WHAT YOU SHOULD DO.
In the listing below, pick out lines with "Keep".

::::

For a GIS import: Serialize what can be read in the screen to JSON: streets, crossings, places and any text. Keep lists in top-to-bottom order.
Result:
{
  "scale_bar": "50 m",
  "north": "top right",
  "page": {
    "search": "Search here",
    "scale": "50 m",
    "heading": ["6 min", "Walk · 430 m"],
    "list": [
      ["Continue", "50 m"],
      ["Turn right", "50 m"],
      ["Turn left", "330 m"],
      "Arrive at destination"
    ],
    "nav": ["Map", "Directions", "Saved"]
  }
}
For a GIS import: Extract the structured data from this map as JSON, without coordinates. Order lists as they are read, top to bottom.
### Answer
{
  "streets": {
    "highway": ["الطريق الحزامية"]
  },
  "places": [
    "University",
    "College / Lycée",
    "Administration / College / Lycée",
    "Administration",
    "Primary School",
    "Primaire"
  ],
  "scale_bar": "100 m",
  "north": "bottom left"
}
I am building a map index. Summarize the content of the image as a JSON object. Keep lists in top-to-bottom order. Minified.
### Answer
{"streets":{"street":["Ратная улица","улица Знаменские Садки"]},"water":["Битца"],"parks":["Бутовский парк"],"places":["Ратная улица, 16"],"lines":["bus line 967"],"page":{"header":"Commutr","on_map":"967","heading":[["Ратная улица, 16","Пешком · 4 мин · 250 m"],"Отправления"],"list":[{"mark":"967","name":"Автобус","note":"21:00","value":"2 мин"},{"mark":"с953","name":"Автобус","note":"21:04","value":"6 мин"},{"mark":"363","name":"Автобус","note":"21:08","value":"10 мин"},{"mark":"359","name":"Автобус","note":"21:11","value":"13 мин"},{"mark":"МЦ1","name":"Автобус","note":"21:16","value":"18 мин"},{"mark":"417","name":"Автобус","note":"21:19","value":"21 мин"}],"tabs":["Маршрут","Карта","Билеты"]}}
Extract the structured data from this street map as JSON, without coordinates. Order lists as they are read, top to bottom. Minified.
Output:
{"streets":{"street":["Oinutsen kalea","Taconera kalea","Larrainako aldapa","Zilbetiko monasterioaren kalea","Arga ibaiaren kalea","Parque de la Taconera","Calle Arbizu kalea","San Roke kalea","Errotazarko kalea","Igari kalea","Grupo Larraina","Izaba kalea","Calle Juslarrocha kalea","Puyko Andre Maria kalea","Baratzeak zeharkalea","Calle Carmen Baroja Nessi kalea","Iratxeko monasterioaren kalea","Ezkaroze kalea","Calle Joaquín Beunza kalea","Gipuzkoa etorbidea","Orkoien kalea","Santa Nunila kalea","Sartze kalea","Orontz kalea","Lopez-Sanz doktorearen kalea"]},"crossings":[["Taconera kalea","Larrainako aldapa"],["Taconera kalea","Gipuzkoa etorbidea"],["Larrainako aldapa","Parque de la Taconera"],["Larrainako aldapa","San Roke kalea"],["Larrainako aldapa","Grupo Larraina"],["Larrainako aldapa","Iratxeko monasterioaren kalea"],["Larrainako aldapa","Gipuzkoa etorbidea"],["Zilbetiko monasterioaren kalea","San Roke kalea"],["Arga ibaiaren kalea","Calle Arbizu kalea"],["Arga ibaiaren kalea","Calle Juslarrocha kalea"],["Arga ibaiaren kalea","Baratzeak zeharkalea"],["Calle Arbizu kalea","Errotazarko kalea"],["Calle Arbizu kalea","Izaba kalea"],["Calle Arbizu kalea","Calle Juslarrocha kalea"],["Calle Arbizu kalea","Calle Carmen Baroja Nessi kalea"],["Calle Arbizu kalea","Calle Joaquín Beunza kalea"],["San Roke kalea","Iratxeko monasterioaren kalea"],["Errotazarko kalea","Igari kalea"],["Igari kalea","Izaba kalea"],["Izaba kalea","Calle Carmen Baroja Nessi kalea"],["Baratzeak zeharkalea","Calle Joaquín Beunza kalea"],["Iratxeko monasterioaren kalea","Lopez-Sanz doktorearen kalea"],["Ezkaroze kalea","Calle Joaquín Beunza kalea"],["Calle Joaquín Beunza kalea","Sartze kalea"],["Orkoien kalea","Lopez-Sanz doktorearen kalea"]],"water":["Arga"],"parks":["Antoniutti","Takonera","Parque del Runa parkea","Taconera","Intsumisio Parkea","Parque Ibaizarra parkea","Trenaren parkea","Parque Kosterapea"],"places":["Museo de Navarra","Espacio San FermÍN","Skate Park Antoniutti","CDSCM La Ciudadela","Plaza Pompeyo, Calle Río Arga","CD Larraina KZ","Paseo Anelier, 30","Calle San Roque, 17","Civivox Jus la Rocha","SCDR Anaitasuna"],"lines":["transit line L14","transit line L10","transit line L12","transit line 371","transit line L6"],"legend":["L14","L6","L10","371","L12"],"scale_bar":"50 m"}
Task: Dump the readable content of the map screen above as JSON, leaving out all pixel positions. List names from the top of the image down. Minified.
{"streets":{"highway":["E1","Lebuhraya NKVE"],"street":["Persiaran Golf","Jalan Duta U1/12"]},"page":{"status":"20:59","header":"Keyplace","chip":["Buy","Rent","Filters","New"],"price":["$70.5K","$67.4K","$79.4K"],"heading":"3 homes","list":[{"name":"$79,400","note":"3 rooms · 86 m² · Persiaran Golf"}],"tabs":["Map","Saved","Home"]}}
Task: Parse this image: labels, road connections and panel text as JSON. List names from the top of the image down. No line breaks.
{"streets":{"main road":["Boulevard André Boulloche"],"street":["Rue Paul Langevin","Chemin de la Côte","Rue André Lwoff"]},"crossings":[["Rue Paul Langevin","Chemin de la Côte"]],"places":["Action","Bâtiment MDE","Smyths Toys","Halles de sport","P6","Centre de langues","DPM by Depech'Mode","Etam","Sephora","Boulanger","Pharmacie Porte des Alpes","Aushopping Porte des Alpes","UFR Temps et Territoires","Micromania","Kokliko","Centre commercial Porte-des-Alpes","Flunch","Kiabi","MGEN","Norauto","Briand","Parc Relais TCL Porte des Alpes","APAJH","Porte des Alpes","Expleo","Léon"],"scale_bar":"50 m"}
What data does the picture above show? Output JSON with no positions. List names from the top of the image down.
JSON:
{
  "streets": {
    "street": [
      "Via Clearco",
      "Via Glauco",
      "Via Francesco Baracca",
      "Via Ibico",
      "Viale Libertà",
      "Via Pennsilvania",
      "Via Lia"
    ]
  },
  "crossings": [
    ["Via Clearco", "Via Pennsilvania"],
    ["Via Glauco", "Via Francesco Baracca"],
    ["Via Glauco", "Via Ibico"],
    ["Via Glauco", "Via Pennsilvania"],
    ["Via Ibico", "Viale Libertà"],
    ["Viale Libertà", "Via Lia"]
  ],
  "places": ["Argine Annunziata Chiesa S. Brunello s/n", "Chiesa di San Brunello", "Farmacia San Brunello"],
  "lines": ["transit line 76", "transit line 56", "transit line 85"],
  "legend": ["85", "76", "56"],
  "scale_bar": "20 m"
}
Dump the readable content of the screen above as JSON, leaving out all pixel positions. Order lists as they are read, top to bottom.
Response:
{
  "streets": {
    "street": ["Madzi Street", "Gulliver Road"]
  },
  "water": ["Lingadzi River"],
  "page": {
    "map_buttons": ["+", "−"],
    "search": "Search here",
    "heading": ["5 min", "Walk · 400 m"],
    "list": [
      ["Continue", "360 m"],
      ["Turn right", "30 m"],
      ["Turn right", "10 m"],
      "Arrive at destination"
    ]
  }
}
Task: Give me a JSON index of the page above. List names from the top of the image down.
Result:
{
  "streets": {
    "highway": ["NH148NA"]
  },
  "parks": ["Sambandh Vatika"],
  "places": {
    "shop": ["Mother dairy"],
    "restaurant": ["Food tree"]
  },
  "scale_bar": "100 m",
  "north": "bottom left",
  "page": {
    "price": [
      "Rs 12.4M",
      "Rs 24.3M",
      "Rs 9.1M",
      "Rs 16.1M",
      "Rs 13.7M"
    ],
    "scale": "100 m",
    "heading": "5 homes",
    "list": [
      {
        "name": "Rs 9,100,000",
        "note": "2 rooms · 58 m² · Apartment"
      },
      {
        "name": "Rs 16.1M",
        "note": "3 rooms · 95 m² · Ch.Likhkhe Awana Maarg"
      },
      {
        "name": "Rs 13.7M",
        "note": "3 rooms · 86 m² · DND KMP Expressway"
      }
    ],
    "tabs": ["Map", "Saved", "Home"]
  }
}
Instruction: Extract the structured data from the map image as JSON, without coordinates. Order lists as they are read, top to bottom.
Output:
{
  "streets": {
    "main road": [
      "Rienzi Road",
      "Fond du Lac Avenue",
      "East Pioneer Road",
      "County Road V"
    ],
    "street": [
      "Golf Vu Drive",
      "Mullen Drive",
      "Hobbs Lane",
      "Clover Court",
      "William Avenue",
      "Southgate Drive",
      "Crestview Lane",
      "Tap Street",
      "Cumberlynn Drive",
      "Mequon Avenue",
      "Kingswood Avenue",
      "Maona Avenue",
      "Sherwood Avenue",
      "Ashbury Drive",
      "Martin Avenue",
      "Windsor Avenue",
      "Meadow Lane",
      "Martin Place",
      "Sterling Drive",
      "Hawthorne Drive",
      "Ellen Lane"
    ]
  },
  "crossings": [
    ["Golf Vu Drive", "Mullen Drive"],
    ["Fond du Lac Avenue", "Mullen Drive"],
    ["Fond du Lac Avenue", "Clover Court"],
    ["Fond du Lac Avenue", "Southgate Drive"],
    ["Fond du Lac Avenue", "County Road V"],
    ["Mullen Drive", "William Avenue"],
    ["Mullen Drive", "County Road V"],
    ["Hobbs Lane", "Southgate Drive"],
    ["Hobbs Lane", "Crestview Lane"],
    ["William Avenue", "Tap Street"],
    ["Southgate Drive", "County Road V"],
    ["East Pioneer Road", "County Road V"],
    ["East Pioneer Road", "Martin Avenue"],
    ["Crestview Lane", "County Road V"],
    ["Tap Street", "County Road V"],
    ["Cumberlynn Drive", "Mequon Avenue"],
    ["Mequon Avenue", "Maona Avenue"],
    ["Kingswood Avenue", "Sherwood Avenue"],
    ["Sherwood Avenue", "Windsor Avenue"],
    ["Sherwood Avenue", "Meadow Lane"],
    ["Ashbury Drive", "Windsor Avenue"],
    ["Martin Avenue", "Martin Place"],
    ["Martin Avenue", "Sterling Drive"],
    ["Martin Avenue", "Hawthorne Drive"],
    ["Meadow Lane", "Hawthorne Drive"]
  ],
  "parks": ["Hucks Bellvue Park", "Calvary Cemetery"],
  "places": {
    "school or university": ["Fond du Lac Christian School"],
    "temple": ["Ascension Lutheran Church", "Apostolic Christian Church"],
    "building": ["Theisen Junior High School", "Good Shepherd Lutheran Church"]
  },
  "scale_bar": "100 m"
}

::::

TASK ANSWER.
For a GIS import: Serialize what can be read in the screen to JSON: streets, crossings, places and any text. Keep lists in top-to-bottom order.
I am building a map index. Summarize the content of the image as a JSON object. Keep lists in top-to-bottom order. Minified.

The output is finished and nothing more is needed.